■ EXERCISE GOAL: Sort through the material below and copy each line with "Mickiewicza".

════════

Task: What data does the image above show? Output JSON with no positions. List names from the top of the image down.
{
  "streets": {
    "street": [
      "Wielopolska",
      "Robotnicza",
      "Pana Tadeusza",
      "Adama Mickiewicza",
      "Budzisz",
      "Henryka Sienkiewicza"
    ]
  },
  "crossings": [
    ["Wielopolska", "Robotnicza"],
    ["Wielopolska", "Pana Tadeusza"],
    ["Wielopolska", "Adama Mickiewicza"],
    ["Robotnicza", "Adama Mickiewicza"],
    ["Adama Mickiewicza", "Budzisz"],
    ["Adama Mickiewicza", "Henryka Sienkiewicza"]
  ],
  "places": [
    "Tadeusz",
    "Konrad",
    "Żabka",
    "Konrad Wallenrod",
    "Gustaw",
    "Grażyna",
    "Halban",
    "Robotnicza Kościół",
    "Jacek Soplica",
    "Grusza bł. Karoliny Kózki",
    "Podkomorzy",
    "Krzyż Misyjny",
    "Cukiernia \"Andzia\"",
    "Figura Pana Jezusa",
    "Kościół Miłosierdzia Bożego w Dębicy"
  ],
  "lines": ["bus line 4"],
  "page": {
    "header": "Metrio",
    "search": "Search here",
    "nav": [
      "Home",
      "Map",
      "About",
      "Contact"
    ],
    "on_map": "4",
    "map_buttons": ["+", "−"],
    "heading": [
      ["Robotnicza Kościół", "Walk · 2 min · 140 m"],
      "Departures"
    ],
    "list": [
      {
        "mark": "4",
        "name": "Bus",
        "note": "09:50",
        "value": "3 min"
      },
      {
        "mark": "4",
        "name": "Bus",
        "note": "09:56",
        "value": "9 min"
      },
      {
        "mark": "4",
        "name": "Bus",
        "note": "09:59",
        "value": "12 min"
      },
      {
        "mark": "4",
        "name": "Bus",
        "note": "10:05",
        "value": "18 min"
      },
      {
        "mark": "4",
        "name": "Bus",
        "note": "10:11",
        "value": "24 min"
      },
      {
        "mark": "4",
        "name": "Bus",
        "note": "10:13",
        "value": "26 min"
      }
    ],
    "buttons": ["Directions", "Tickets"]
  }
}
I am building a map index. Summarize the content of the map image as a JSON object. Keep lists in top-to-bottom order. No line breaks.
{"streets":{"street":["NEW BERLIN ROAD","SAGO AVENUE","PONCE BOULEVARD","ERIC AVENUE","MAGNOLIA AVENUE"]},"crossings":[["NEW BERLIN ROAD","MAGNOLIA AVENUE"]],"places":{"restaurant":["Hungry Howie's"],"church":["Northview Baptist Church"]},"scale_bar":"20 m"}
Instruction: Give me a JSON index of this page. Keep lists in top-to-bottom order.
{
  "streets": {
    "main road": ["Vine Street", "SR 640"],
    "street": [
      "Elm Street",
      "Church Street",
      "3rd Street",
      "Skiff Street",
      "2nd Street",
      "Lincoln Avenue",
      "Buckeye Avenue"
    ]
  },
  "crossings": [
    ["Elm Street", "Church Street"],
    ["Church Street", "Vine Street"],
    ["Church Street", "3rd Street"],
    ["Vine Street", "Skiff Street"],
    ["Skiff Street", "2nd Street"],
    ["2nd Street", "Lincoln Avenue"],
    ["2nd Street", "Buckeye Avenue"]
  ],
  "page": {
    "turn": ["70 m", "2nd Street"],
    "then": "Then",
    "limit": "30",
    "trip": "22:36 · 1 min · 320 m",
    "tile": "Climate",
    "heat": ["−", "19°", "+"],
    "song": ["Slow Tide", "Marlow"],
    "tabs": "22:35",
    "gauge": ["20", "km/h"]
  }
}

════════

■ TASK RESULT:
      "Adama Mickiewicza",
    ["Wielopolska", "Adama Mickiewicza"],
    ["Robotnicza", "Adama Mickiewicza"],
    ["Adama Mickiewicza", "Budzisz"],
    ["Adama Mickiewicza", "Henryka Sienkiewicza"]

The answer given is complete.